Gli interventi previsti riguardano sia le madri sia i neonati non riconosciuti e proseguono fino all’adozione definitiva del bambino. In questo percorso il neonato viene inizialmente accolto da famiglie affidatarie specializzate, le cosiddette “famiglie cicogna”, per poi essere affidato alle famiglie adottive.
SOLUZIONE MIGLIORE RISPETTO ALLE CULLE PER LA VITA
Canalis sottolinea come il parto in anonimato rappresenti una soluzione più completa rispetto alle culle per la vita, poiché consente alla donna di affrontare la gravidanza e il parto con il supporto del personale sanitario e dei servizi sociali, senza rinunciare alla propria riservatezza.
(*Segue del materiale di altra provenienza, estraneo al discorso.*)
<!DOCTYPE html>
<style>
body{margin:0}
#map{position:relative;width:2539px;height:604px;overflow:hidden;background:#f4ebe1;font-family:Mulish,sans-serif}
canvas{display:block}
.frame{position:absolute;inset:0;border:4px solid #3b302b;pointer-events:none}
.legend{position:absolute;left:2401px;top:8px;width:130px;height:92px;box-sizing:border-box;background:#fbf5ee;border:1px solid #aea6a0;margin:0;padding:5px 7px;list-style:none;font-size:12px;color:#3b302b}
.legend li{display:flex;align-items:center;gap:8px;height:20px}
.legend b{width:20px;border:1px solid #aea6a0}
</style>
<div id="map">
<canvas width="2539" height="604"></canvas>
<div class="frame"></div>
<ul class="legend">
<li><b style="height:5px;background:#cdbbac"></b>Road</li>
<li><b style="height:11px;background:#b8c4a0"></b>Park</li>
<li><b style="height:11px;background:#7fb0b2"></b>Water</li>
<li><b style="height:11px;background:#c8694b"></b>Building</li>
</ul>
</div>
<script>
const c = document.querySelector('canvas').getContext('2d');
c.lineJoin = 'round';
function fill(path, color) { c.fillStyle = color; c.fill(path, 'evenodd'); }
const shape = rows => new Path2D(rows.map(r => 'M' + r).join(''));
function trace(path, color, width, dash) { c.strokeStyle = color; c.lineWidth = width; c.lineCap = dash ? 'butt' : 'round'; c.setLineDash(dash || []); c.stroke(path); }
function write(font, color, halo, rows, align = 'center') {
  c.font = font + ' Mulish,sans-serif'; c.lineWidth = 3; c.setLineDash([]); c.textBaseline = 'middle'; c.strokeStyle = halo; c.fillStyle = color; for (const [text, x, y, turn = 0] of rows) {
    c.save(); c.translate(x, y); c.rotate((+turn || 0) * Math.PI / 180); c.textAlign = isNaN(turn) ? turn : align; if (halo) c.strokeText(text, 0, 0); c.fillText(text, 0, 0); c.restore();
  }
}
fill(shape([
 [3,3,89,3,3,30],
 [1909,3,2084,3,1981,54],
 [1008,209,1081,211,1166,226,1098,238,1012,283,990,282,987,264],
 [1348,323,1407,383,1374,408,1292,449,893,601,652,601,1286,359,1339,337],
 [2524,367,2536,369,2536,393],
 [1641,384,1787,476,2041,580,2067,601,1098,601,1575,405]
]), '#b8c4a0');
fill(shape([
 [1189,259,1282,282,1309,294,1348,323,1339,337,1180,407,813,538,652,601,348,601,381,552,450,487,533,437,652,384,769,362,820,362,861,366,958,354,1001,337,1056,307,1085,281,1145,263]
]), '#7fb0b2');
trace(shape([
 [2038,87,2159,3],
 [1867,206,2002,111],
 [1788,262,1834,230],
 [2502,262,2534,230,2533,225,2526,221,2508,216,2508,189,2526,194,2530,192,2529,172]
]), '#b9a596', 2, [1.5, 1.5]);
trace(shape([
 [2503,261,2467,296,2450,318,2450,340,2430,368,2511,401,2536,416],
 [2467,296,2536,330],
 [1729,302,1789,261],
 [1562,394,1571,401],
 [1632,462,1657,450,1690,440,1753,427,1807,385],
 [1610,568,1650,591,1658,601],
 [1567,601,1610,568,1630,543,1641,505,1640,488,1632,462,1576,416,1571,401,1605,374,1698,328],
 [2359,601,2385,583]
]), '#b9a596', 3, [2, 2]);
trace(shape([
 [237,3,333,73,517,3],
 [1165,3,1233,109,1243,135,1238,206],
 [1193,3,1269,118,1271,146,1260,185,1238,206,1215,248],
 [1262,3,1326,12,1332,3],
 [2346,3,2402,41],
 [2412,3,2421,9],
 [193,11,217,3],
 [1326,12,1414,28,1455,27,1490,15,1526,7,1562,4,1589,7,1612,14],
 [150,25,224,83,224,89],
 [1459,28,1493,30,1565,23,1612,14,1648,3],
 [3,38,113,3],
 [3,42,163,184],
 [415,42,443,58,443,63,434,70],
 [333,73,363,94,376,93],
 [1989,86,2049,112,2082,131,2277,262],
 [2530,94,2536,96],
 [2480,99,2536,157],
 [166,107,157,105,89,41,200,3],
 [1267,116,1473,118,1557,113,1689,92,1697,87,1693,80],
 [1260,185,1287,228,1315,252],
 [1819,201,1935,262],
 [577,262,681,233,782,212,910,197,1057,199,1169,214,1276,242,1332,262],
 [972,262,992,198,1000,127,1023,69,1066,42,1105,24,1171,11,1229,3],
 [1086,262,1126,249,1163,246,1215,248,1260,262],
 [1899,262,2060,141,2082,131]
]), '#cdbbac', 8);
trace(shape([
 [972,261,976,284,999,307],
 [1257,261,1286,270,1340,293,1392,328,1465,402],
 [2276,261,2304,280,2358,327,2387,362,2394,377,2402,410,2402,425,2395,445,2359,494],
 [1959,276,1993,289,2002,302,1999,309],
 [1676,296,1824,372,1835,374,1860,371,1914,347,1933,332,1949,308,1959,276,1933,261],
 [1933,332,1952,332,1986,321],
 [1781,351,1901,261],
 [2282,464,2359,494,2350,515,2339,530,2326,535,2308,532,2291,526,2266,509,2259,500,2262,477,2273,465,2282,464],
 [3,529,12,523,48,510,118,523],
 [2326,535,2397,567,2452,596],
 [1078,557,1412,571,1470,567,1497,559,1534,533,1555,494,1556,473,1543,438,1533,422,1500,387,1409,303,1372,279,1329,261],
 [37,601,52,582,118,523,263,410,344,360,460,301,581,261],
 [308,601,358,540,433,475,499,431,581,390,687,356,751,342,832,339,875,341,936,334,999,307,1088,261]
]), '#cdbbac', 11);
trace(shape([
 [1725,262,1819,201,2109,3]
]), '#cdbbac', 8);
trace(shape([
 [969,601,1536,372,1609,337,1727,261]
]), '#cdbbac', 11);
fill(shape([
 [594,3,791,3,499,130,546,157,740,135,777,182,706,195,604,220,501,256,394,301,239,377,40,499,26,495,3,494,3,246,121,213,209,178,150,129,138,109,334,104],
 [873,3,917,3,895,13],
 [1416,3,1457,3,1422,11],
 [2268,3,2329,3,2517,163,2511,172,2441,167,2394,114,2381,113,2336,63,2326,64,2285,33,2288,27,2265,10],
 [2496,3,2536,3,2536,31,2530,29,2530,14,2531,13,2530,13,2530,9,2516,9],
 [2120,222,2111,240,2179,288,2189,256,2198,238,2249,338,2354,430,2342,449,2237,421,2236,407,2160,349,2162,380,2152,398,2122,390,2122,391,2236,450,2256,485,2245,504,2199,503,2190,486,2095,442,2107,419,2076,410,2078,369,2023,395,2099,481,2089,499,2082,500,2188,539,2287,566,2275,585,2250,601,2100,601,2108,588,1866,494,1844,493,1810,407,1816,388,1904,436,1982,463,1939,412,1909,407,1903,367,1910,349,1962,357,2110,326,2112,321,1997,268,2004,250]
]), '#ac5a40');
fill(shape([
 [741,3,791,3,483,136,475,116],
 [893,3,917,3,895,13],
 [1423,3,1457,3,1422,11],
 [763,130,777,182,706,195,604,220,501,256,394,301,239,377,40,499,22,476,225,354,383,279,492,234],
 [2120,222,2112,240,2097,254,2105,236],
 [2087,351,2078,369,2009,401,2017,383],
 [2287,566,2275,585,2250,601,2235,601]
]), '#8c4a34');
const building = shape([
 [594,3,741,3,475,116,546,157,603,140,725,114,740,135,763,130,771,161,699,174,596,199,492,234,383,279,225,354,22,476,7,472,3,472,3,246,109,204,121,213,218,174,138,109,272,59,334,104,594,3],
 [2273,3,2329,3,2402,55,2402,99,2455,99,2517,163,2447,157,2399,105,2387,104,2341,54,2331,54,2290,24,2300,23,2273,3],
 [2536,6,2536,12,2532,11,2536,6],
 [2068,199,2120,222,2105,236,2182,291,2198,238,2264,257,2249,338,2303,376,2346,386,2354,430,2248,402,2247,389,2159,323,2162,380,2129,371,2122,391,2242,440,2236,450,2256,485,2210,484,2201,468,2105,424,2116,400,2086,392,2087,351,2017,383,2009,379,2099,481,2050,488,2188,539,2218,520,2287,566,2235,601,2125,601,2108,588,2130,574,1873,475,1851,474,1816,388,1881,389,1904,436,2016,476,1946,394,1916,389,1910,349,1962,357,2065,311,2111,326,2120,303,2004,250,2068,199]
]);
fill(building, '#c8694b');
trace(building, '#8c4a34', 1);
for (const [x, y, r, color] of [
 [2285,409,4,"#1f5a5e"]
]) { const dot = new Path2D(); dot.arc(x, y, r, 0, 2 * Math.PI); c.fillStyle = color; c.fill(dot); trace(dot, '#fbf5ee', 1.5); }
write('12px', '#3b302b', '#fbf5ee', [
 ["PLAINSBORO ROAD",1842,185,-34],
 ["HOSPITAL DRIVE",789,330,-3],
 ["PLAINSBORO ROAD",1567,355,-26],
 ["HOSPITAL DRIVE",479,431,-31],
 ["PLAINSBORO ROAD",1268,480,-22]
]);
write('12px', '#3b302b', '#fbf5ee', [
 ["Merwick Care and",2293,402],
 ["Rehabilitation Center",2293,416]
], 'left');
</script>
«Non si tratta di un atto di abbandono, ma di una scelta di responsabilità e generosità», evidenzia la consigliera regionale, secondo la quale la priorità deve essere quella di sostenere le donne in situazioni di fragilità.
Per questo il Partito Democratico chiede alla Regione Piemonte di investire maggiormente nella conoscenza del parto in anonimato attraverso campagne informative rivolte alle scuole, ai consultori, ai centri per le famiglie e alle associazioni del territorio. Un’attenzione particolare dovrebbe essere riservata anche alle donne straniere, alle quali va garantita la consapevolezza che gli ospedali sono tenuti per legge a tutelarne la privacy e a garantire la massima riservatezza.
«Solo sostenendo le donne sosteniamo davvero i bambini», conclude Canalis, ribadendo la necessità di rafforzare gli strumenti di informazione e accompagnamento già presenti sul territorio piemontese.